O très vigilant gardien de la sainte Famille, protégez la race élue de Jésus-Christ. O Père très aimant, éloignez de nous toute souillure d’erreur et de corruption. O notre très vaillant protecteur, assistez-nous du haut du ciel dans le combat que nous livrons à la puissance des ténèbres. Et, de même que vous avez arraché autrefois l’Enfant Jésus au péril de la mort, défendez aujourd’hui la sainte Eglise de Dieu des embûches de l’ennemi et de toute adversité.

Couvrez-nous tous de votre perpétuelle protection, afin que, soutenus par la puissance de votre exemple et de votre secours, nous puissions vivre saintement, pieusement mourir et obtenir la béatitude éternelle du Ciel. Amen.

Que par la miséricorde de Dieu les âmes des fidèles défunts reposent en paix. Amen.

3ème mystère douloureux : le couronnement d’épines

Contemplons

Jan Mostaert, le couronnement d’épines

Méditons

Jésus aurait mérité d’autres couronnes que celle-là ! Et pourtant, c’est la seule qu’on lui donne ! Les hommes réservent à Dieu fait homme une couronne d’épines, des crachats, un manteau de dérision, les pires humiliations… Et Marie, sa Mère, nous demande au cours de cette dizaine à nous, ses enfants et les frères de Jésus, d’être présents à cet odieux couronnement et de réparer avec elle. Elle nous demande de contempler « l’Ecce Homo », avec ses yeux de Mère, avec son Cœur de Mère…

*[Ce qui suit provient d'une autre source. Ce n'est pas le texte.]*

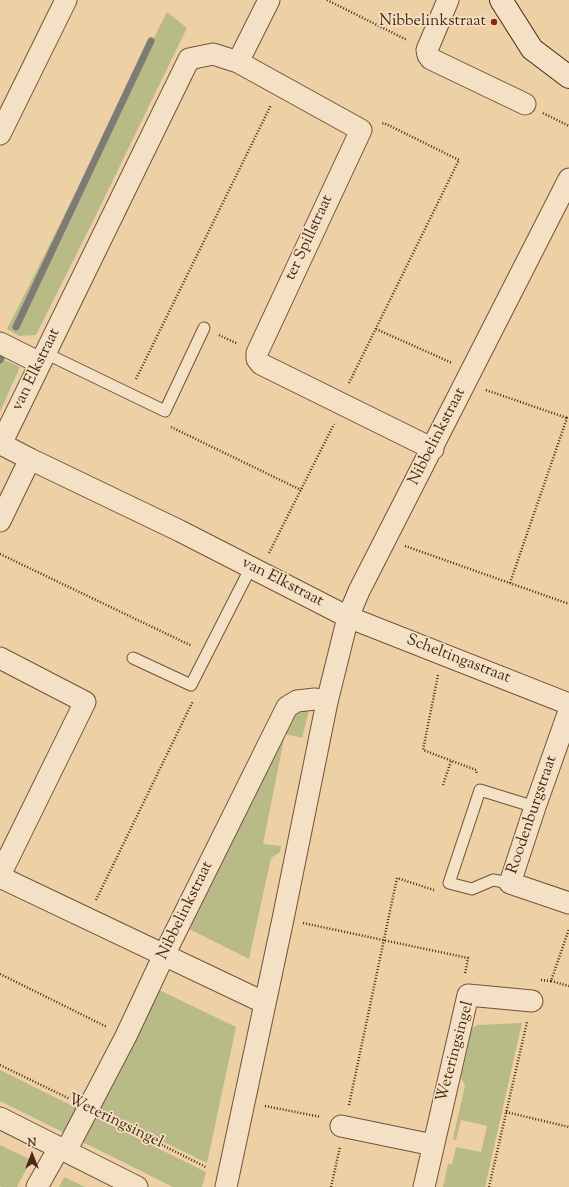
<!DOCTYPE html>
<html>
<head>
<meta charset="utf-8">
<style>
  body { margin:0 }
  #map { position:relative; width:569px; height:1187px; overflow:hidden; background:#eed0a5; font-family:"Sorts Mill Goudy",serif }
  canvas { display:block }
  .north { position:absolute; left:12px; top:1135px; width:40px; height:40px; -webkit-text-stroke:3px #f4e0c4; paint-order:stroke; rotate:0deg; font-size:11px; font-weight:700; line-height:16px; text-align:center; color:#482816 }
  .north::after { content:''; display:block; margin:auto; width:14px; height:18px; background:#482816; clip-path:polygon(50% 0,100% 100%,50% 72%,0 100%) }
</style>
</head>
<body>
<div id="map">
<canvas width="569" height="1187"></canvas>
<div class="north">N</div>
</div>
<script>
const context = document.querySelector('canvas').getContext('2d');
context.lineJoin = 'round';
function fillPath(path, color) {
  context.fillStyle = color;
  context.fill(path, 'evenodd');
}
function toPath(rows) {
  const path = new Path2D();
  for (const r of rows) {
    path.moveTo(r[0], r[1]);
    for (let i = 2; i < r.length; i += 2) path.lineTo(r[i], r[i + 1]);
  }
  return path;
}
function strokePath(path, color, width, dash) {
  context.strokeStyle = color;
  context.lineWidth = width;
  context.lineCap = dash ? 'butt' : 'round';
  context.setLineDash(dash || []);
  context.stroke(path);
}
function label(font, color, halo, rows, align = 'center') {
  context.font = font + ' "Sorts Mill Goudy",serif';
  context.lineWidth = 3.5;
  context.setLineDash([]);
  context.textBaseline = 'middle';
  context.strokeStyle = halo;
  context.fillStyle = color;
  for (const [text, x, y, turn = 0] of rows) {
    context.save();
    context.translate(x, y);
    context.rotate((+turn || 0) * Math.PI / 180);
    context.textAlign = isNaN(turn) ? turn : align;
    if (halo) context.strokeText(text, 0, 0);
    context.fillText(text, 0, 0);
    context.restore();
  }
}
fillPath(toPath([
  [167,12,187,28,95,217,36,335,19,336,7,329],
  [0,358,20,367,0,412],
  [298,708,309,711,302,738,285,734,263,844,281,846,280,852,271,858,249,959,185,927],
  [155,988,236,1027,207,1163,96,1109],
  [522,1023,485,1187,443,1187,448,1164,452,1164,456,1147,481,1152,487,1126,461,1120,456,1140,453,1139,465,1085,461,1078,472,1028,477,1025],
  [0,1070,206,1172,202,1187,173,1187,0,1101],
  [0,1145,31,1160,17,1187,2,1187,0,1186],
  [64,1177,85,1187,59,1187]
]), '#b9bb86');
strokePath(toPath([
  [16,327,151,41],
  [0,360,1,358]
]), '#7d7b74', 7);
const lane = toPath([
  [45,353,165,411,204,328],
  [133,658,191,685,251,567],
  [510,883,493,880,472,889,449,883,480,790,535,807]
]);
const street = toPath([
  [269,0,238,62,361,130,257,353,257,359,261,364,433,449],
  [448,0,427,50,428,55,431,59,525,104],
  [238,62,213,54,189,59,1,444,30,459,180,531,348,617,569,704],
  [0,134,66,0],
  [0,343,40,363],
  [0,521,30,459],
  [0,658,85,702,0,875],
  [569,711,535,807,510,883,569,903],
  [0,877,265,1003],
  [0,1118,137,1187],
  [341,1126,433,1145],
  [66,1151,126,1036,164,955,287,707,297,701,315,699,327,702],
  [37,1187,59,1148],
  [226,1187,283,919,327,702,348,617,359,591,569,179],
  [424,1187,468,995,532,1001]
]);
const secondary = toPath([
  [501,0,532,49,569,77]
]);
strokePath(lane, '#72523a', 13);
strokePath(street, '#72523a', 23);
strokePath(secondary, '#482816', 24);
strokePath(toPath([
  [327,0,407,40],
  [543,113,569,126],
  [376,329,452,363],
  [219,335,238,344],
  [136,379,271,105],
  [349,383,459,160,384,123,381,124],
  [486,390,567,418],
  [171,427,301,490],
  [405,546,569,604],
  [269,553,334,424],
  [0,554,192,646],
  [510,583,567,418,569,419],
  [438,675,423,750,476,770,477,774],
  [443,785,451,761],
  [96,900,193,701],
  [303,923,468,958,465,974],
  [0,974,107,1027],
  [541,980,551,981,569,929],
  [551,981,569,986],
  [0,1065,70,1099],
  [349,1105,397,878,434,890],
  [265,1106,321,1117],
  [506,1112,569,1127],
  [108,1118,202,1165,207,1168],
  [331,1187,340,1147],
  [489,1187,527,1022]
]), '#482816', 2.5, [1, 2]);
strokePath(lane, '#f4e0c4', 11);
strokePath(street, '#f4e0c4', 21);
strokePath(secondary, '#f4e0c4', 22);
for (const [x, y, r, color] of [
  [494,22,4,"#8f2418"]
]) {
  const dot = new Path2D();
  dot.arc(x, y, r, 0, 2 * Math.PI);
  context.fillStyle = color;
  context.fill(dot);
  strokePath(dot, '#f4e0c4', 1.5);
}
label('16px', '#482816', '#f4e0c4', [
  ["Nibbelinkstraat",486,22]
], 'right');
label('16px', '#482816', '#f4e0c4', [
  ["ter Spillstraat",310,238,-65],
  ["van Elkstraat",37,370,-64],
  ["Nibbelinkstraat",438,437,-63],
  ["van Elkstraat",282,583,27],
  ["Scheltingastraat",458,660,21],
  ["Roodenburgstraat",533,815,-71],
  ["Nibbelinkstraat",186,911,-64],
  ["Weteringsingel",456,1052,-75],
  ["Weteringsingel",115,1122,26]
]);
</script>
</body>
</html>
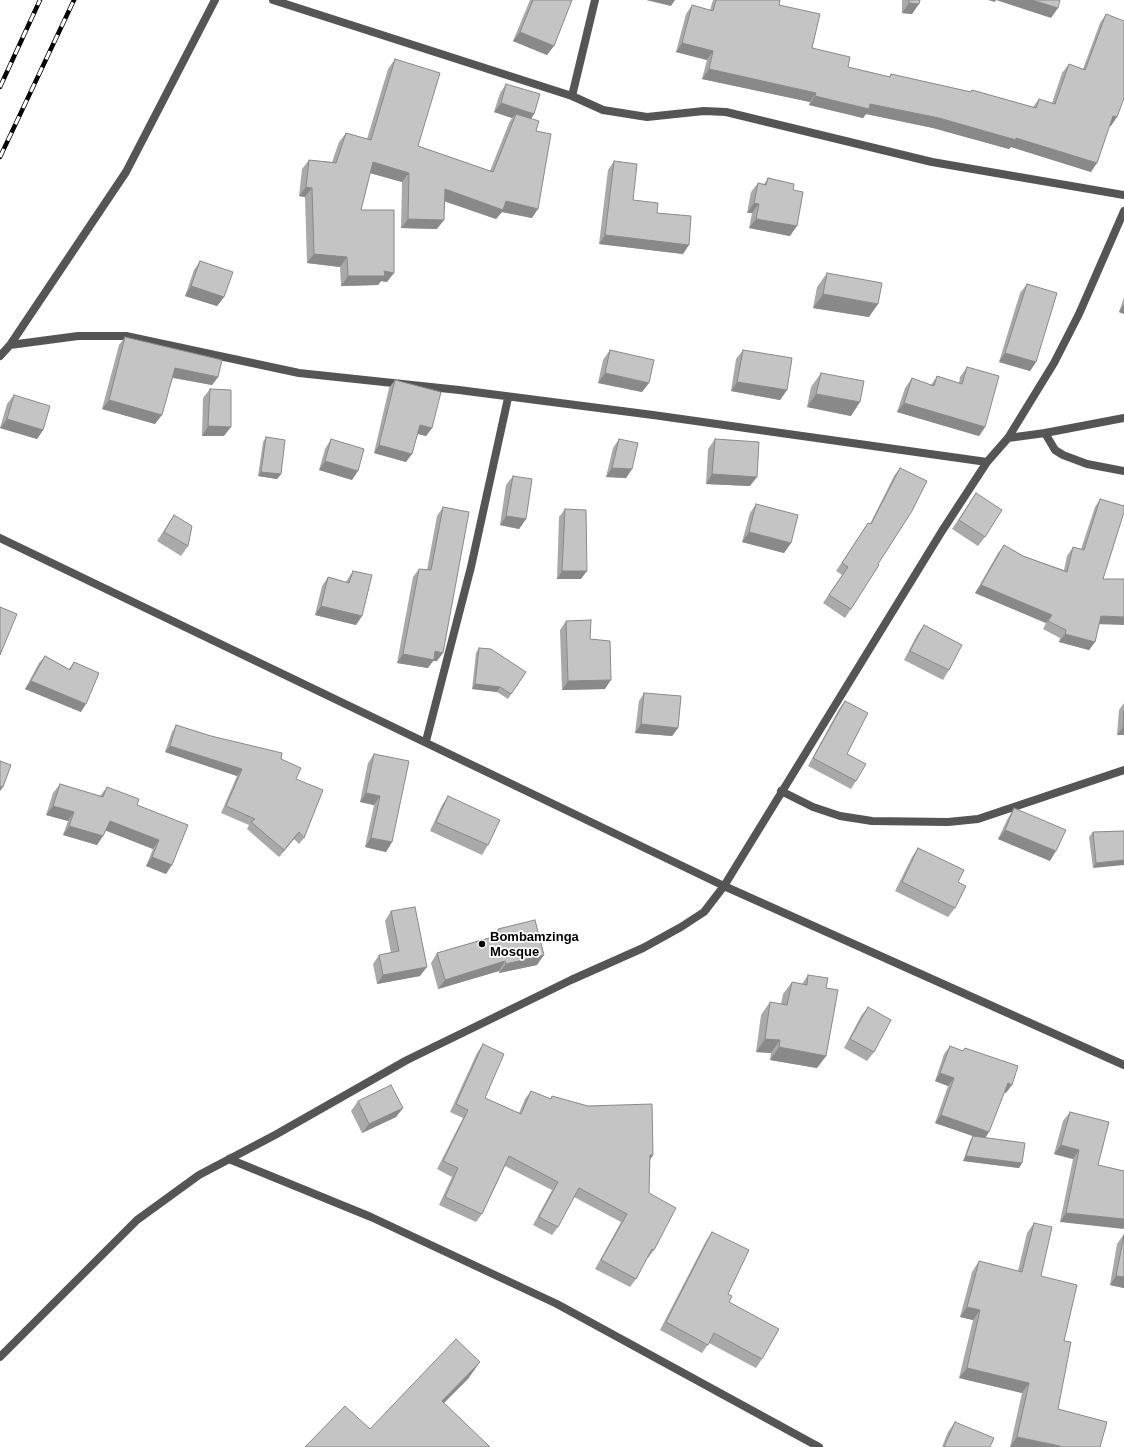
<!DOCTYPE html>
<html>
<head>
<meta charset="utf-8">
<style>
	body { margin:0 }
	canvas { display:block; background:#fff }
</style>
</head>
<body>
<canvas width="1124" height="1447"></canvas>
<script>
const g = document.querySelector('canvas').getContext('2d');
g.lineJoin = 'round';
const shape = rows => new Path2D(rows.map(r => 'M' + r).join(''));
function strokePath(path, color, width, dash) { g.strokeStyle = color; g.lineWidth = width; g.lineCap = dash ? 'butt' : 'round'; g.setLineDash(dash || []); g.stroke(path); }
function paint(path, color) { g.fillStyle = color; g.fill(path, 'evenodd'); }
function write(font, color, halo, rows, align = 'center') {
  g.font = font + ' Arial,sans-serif'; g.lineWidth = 3.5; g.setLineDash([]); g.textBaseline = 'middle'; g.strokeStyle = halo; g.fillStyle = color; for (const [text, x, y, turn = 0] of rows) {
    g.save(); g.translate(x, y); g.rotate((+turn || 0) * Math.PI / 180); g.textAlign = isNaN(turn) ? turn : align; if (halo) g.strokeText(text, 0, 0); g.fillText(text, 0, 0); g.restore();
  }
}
strokePath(shape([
	[273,0,572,96,603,110,647,117,704,111,726,112,932,162,1124,195],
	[572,96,595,0],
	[10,345,78,336,126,336,299,373,459,390,653,415,987,462],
	[0,356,10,345,126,172,215,0],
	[1045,433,1055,450,1063,455,1087,464,1124,471],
	[1008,438,1045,433,1124,418],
	[0,538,724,886,1124,1065],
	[426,741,471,567,508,398],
	[781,791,813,807,840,816,872,821,948,822,978,819,1124,770],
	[229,1159,371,1217,557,1304,819,1447],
	[0,1357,137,1220,199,1175,275,1135,407,1060,571,980,643,948,681,927,704,912,724,886,942,531,987,462,1008,438,1054,363,1079,314,1124,211]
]), '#555', 8);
const rail = shape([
	[0,87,40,0],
	[0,157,74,0]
]);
strokePath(rail, '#000', 4.5);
strokePath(rail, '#fff', 3, [9]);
paint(shape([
	[530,0,572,0,547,55,513,41],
	[713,0,780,0,779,5,812,48,848,67,889,77,891,74,971,92,972,90,1033,107,1039,99,1052,103,1062,73,1069,64,1083,69,1100,23,1106,14,1111,126,1109,126,1091,172,1011,147,1009,149,933,128,866,114,863,118,809,105,810,102,702,79,707,60,676,52,686,14,692,5,710,10],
	[902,0,920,0,912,14,902,13],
	[395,59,418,146,490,171,509,123,512,118,494,112,500,93,506,84,534,114,531,119,536,131,532,218,502,212,496,219,444,201,437,229,401,228,402,182,370,173,361,210,387,282,381,281,378,285,341,286,340,267,307,263,305,197,299,196,302,169,309,160,332,162,339,142,346,133,367,139,388,69],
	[614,161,633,200,657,213,683,254,599,244,608,170],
	[768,178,793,190,790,236,749,228,752,213,747,213,751,192,758,183,764,184],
	[200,261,224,297,217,306,185,296,194,270],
	[827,273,869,317,813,308,817,287],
	[1027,284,1036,362,1030,371,999,362,1020,293],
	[1124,297,1124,314,1119,312],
	[125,337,218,377,212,385,173,378,155,424,102,409,119,345],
	[610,350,642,392,598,383,603,360],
	[743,350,787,390,780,400,731,391,736,359],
	[967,367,985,427,979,436,897,412,905,388,912,378,931,385,937,376,959,383,960,377],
	[821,373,851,416,807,407,811,387],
	[395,380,432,428,426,436,418,434,406,462,374,453,389,388],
	[210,389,224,436,202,436,203,398],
	[14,395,43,430,37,439,0,428,7,404],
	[266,437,281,474,277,479,258,476,263,442],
	[331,439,352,480,319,470,325,449],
	[619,439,632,469,626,478,606,477,613,448],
	[715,439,750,486,706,484,708,449],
	[900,468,878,564,851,609,845,618,823,603,842,575,836,571,868,523,870,524,894,476],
	[513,476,526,519,519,529,500,525,506,485],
	[976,493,985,537,978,546,952,529],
	[1100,499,1103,579,1099,624,1095,642,1089,650,1059,642,1060,638,1043,629,1046,623,975,593,998,553,1004,545,1023,556,1064,570,1067,556,1073,547,1081,549,1095,507],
	[756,504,791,543,784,553,742,542,750,513],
	[443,507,437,661,433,661,428,668,397,663,413,577,419,569,427,570,437,516],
	[565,509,581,579,557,579,559,517],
	[174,515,188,546,181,556,157,541],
	[353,571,362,616,356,625,315,615,322,586,328,577,346,582,347,580],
	[566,621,590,639,605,689,562,690,560,630],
	[924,625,949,670,943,680,904,660,917,635],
	[479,648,526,672,508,699,497,692,472,689,476,653],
	[45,656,69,669,74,662,81,712,25,689,39,663],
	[644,693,678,728,672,736,635,733,639,701],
	[845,701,847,754,856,781,851,789,808,766,839,709],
	[1124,703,1124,735,1117,735,1119,710],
	[176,725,281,759,296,779,304,838,299,844,294,839,279,857,247,829,249,825,221,813,237,776,165,752,172,732],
	[374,754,392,842,386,852,365,847,374,805,360,802,368,763],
	[60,784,100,796,107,787,137,805,188,825,166,874,146,866,153,849,106,830,97,845,63,835,68,821,46,815,53,793],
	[448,796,488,845,482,855,430,831,442,805],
	[1014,808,1050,861,998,839,1008,818],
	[1124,831,1093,868,1089,837,1093,832],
	[918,848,958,882,955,908,948,917,895,891,912,857],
	[391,911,420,976,377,984,373,964,379,955,391,953,385,921],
	[498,929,537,965,499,973,499,971,438,989,431,963,437,953,492,937],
	[808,975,826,988,826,1056,817,1068,770,1060,771,1053,756,1052,761,1015,770,1002,781,1004,783,994,792,982,802,984],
	[868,1007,874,1052,867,1061,844,1048,861,1016],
	[483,1044,485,1098,519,1113,525,1099,531,1091,550,1099,552,1096,653,1155,650,1160,649,1193,654,1250,648,1258,647,1258,636,1279,630,1287,595,1269,621,1222,574,1197,558,1227,552,1235,533,1225,552,1190,505,1166,482,1214,476,1222,439,1205,452,1177,437,1169,463,1118,450,1112,477,1053],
	[950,1046,962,1051,965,1048,1006,1093,1004,1092,985,1138,1022,1163,1019,1168,963,1161,970,1141,973,1136,974,1136,935,1123,948,1086,935,1081,944,1054],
	[358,1101,403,1108,396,1117,362,1133,351,1111],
	[1070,1112,1098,1165,1124,1171,1060,1222,1073,1159,1054,1154,1063,1121],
	[1034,1223,1041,1276,1064,1341,1058,1409,1010,1447,1022,1393,959,1378,973,1320,960,1317,972,1272,979,1261,1018,1271,1027,1233],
	[712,1232,728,1294,729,1302,762,1359,756,1368,709,1343,702,1353,660,1330,706,1241],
	[1124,1234,1124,1288,1110,1285,1117,1244],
	[955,1422,990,1447,942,1447,948,1432]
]), '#a9a9a9');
paint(shape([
	[646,0,675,0,671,6],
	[988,0,1032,0,1058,8,1051,18,996,0,995,2],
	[909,3,919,4,912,14,902,13],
	[520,32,554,46,547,55,513,41],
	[682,43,713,51,707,60,676,52],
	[709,69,816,93,810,102,702,79],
	[815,96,870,104,939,118,1016,138,1097,163,1091,172,1011,147,1009,149,933,128,866,114,863,118,809,105],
	[501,103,534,114,528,123,516,114,512,118,494,112],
	[1113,116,1117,117,1111,126,1106,125],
	[373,162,409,173,402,182,366,172],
	[306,187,312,188,305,197,299,196],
	[445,189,506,201,538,209,532,218,502,212,496,219,438,199],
	[754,203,759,204,752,213,747,213],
	[408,219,444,220,437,229,401,228],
	[756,219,797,226,790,236,749,228],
	[605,235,689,245,683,254,599,244],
	[314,254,347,257,340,267,307,263],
	[384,271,394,273,387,282,381,281,378,285,341,286,348,276],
	[191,286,224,297,217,306,185,296],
	[823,294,878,304,869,317,813,308],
	[1124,304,1124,314,1119,312],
	[1005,353,1036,362,1030,371,999,362],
	[175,368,218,377,212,385,169,377],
	[605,373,649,383,642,392,598,383],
	[737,382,787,390,780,400,731,391],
	[816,394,860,402,851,416,807,407],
	[109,400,162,415,155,424,102,409],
	[904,403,985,427,979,436,897,412],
	[7,419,43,430,37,439,0,428],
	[420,425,432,428,426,436,414,433],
	[208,426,231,427,224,436,202,436],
	[379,445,412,454,406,462,374,453],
	[325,461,358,471,352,480,319,470],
	[612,468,632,469,626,478,606,477],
	[261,472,281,474,277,479,258,476],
	[712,474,757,477,750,486,706,484],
	[506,516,526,519,519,529,500,525],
	[749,532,791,543,784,553,742,542],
	[562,571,587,571,581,579,557,579],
	[981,585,1052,615,1046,623,975,593],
	[321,606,362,616,356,625,315,615],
	[1101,616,1124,617,1124,625,1095,624],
	[1065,634,1095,642,1089,650,1059,642],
	[435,651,443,653,437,661,433,661,428,668,397,663,403,654],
	[611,680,605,689,562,690,568,681],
	[31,681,86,704,81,712,25,689],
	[475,684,500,687,497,692,472,689],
	[641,724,678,728,672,736,635,733],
	[1123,727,1124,727,1124,735,1117,735],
	[170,746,242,769,237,776,165,752],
	[0,786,3,787,0,791],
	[366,793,380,796,374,805,360,802],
	[53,806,74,812,68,821,46,815],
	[110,821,159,840,153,849,104,830],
	[69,826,103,836,97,845,63,835],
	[1005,830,1056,851,1050,861,998,839],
	[299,832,294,839,279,857,284,850],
	[371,838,392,842,386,852,365,847],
	[152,857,172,865,166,874,146,866],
	[1124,860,1124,865,1093,868,1096,863],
	[544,955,537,965,499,973,506,964],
	[505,961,499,971,438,989,445,980],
	[427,967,420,976,377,984,383,975],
	[765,1039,780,1040,771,1053,756,1052],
	[779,1047,826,1056,817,1068,770,1060],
	[940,1073,954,1078,948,1086,935,1081],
	[1008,1083,1012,1085,1006,1093,1002,1091],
	[403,1108,396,1117,362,1133,369,1124],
	[941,1115,989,1132,984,1140,935,1123],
	[1061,1145,1079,1150,1073,1159,1054,1154],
	[650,1155,653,1155,647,1164],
	[966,1156,1022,1163,1019,1168,963,1161],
	[1066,1213,1124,1219,1124,1229,1060,1222],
	[1116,1276,1124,1277,1124,1288,1110,1285],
	[967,1307,980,1310,973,1320,960,1317],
	[480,1362,468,1379,430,1417,442,1401],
	[967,1368,1029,1383,1022,1393,959,1378],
	[1017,1437,1060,1446,1060,1447,1010,1447]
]), '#898989');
const building = shape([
	[533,0,572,0,554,46,520,32,533,0],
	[716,0,780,0,779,5,820,14,812,48,850,57,848,67,890,77,891,74,971,92,972,90,1036,108,1039,99,1055,104,1069,64,1085,70,1106,14,1124,21,1124,98,1117,117,1113,116,1097,163,1016,138,1016,140,939,118,870,104,869,109,815,96,816,93,709,69,713,51,682,43,692,5,713,11,716,0],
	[909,0,920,0,919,4,909,3,909,0],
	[1032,0,1060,0,1058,8,1032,0],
	[395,59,440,73,418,146,493,172,516,114,539,121,536,131,551,134,538,209,506,201,503,210,445,189,444,220,408,219,409,173,373,162,361,210,394,210,394,273,384,271,385,276,348,276,347,257,314,254,312,188,306,187,309,160,336,163,346,133,371,140,395,59],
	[506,84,540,94,534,114,501,103,506,84],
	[614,161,637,164,633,200,658,203,657,213,691,216,689,245,605,235,614,161],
	[768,178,794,184,793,190,803,192,797,226,756,219,759,204,754,203,758,183,766,185,768,178],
	[200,261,233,272,224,297,191,286,200,261],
	[827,273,882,283,878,304,823,294,827,273],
	[1027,284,1057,293,1036,362,1005,353,1027,284],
	[125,337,222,360,218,377,175,368,162,415,109,400,125,337],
	[610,350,654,360,649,383,605,373,610,350],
	[743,350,792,358,787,390,737,382,743,350],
	[967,367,999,376,985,427,904,403,912,378,934,386,937,376,962,384,967,367],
	[821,373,864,381,860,402,816,394,821,373],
	[395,380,441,392,432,428,420,425,412,454,379,445,395,380],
	[210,389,231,390,231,427,208,426,210,389],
	[14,395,50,406,43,430,7,419,14,395],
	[266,437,285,440,281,474,261,472,266,437],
	[331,439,364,449,358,471,325,461,331,439],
	[619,439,638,443,632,469,612,468,619,439],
	[715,439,759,442,757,477,712,474,715,439],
	[900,468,927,481,912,511,878,564,879,565,851,609,829,595,848,567,842,563,868,523,871,524,900,468],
	[513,476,532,479,526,519,506,516,513,476],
	[976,493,1002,510,985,537,959,520,976,493],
	[1100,499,1124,506,1124,512,1103,579,1124,579,1124,617,1101,616,1095,642,1065,634,1066,630,1048,621,1052,615,981,585,1004,545,1023,556,1067,572,1073,547,1084,550,1100,499],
	[756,504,798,515,791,543,749,532,756,504],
	[443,507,469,512,443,653,435,651,434,660,403,654,419,569,431,570,443,507],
	[565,509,586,510,587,571,562,571,565,509],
	[174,515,192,526,188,546,164,532,174,515],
	[353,571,372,575,362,616,321,606,328,577,349,583,353,571],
	[0,607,17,614,0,655,0,607],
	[591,620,590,639,610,641,611,680,568,681,566,621,591,620],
	[924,625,962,645,949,670,910,651,924,625],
	[479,648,491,649,526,672,511,694,500,687,475,684,479,648],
	[45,656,70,670,74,662,99,673,86,704,31,681,45,656],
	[644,693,681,696,678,728,641,724,644,693],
	[845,701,868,713,847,754,866,764,856,781,813,758,845,701],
	[1124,711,1124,727,1123,727,1124,711],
	[176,725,211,736,282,753,281,759,301,768,296,779,323,790,304,838,299,832,284,850,251,822,255,819,226,806,242,769,170,746,176,725],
	[374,754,409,761,392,842,371,838,380,796,366,793,374,754],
	[0,761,11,765,3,787,0,786,0,761],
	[60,784,103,797,107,787,139,799,137,805,188,825,172,865,152,857,159,840,110,821,103,836,69,826,74,812,53,806,60,784],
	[448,796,500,820,488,845,436,822,448,796],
	[1014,808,1066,830,1056,851,1005,830,1014,808],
	[1124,831,1124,860,1096,863,1093,832,1124,831],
	[918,848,964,870,958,882,966,886,955,908,902,882,918,848],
	[415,907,427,967,383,975,379,955,399,951,391,911,415,907],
	[535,920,544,955,506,964,505,961,445,980,437,953,499,935,498,929,535,920],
	[808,975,828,978,826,988,838,990,826,1056,779,1047,780,1040,765,1039,770,1002,787,1005,792,982,807,985,808,975],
	[868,1007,891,1020,874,1052,850,1039,868,1007],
	[483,1044,504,1054,485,1098,521,1114,531,1091,551,1099,552,1096,588,1106,652,1104,653,1155,650,1155,649,1193,676,1208,654,1250,652,1249,636,1279,601,1260,627,1214,579,1188,558,1227,539,1217,558,1182,509,1156,482,1214,445,1197,458,1168,443,1161,468,1110,456,1104,483,1044],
	[950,1046,963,1051,965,1048,1018,1066,1012,1085,1008,1083,989,1132,941,1115,954,1078,940,1073,950,1046],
	[391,1085,403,1108,369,1124,358,1101,391,1085],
	[1070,1112,1109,1122,1098,1165,1124,1171,1124,1219,1066,1213,1079,1150,1061,1145,1070,1112],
	[973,1136,1025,1143,1022,1163,966,1156,973,1136],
	[1034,1223,1052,1227,1041,1276,1077,1285,1064,1341,1071,1342,1058,1409,1107,1422,1100,1447,1060,1447,1060,1446,1017,1437,1029,1383,967,1368,980,1310,967,1307,979,1261,1022,1272,1034,1223],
	[712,1232,749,1250,728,1294,732,1296,729,1302,779,1329,762,1359,714,1333,708,1345,666,1322,712,1232],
	[1124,1235,1124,1277,1116,1276,1124,1235],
	[456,1339,480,1362,442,1401,490,1447,305,1447,345,1406,370,1429,456,1339],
	[955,1422,994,1438,990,1447,944,1447,955,1422]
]);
paint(building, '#c4c4c4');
strokePath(building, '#898989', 1);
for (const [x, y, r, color] of [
	[482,944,4,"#000"]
]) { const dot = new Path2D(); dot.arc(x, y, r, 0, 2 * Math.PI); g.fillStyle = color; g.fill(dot); strokePath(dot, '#fff', 1.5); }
write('bold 13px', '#000', '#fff', [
	["Bombamzinga",490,937],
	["Mosque",490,952]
], 'left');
</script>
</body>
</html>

Marie connaît notre orgueil foncier toujours renaissant, si difficile à déraciner. Par la méditation de ce mystère, elle nous fait demander son aide maternelle pour rester humbles car nous sommes de pauvres pécheurs égarés par l’orgueil. En nous rappelant la parole de Jésus « que sert à l’homme de conquérir le monde, si pour cela il doit y perdre son âme », elle dirige nos regards vers, « l’Ecce Homo » pour que nous y voyions l’état d’une âme défigurée par le péché et prenions au sérieux notre salut !

Marie, Notre Dame du très saint rosaire, modèle des âmes réparatrices, apprenez-nous à bien dire chaque jour notre chapelet, la prière des « petits », la prière des « pauvres », la prière des « humbles » !

Prions

1 dizaine du chapelet (Notre Père… 10 Je vous salue Marie… Gloire au Père…)

O mon Jésus pardonnez-nous nos péchés ; préservez-nous du feu de l’enfer ; conduisez au ciel toutes les âmes, surtout celles qui ont le plus besoin de votre miséricorde (prière demandée par Notre Dame de Fatima le 13 juillet 1917 à la fin de chaque dizaine du chapelet)

Petite consécration à Notre Dame du rosaire :

Très sainte Vierge Marie, notre Mère et notre Reine, Notre Dame du très saint rosaire, je me consacre à votre Cœur Douloureux et Immaculé voulant me souvenir sans cesse que je vous appartiens et que vous pouvez disposer de moi pour le règne du Sacré-Cœur de Jésus. Aidez-moi à offrir aujourd’hui les sacrifices nécessaires à l’accomplissement chrétien de tous mes devoirs, à aimer et à réciter mon chapelet en m’unissant aux mystères de la vie de Jésus et de la vôtre. Amen.

Prière de Léon XIII a saint Joseph pour le mois du rosaire :

Nous recourons à vous dans notre tribulation, bienheureux Joseph, et, après avoir imploré le secours de votre très sainte épouse, nous sollicitons aussi avec confiance votre patronage.

Au nom de l’affection qui vous a uni à la Vierge immaculée, Mère de Dieu, par l’amour paternel dont vous avez entouré l’Enfant Jésus, nous vous supplions de regarder avec bonté l’héritage que Jésus-Christ a acquis au prix de son Sang et de nous assister de votre puissance et de votre secours dans tous nos besoins.

O très vigilant gardien de la sainte Famille, protégez la race élue de Jésus-Christ. O Père très aimant, éloignez de nous toute souillure d’erreur et de corruption. O notre très vaillant protecteur, assistez-nous du haut du ciel dans le combat que nous livrons à la puissance des ténèbres. Et, de même que vous avez arraché autrefois l’Enfant Jésus au péril de la mort, défendez aujourd’hui la sainte Eglise de Dieu des embûches de l’ennemi et de toute adversité.

Couvrez-nous tous de votre perpétuelle protection, afin que, soutenus par la puissance de votre exemple et de votre secours, nous puissions vivre saintement, pieusement mourir et obtenir la béatitude éternelle du Ciel. Amen.

Que par la miséricorde de Dieu les âmes des fidèles défunts reposent en paix. Amen.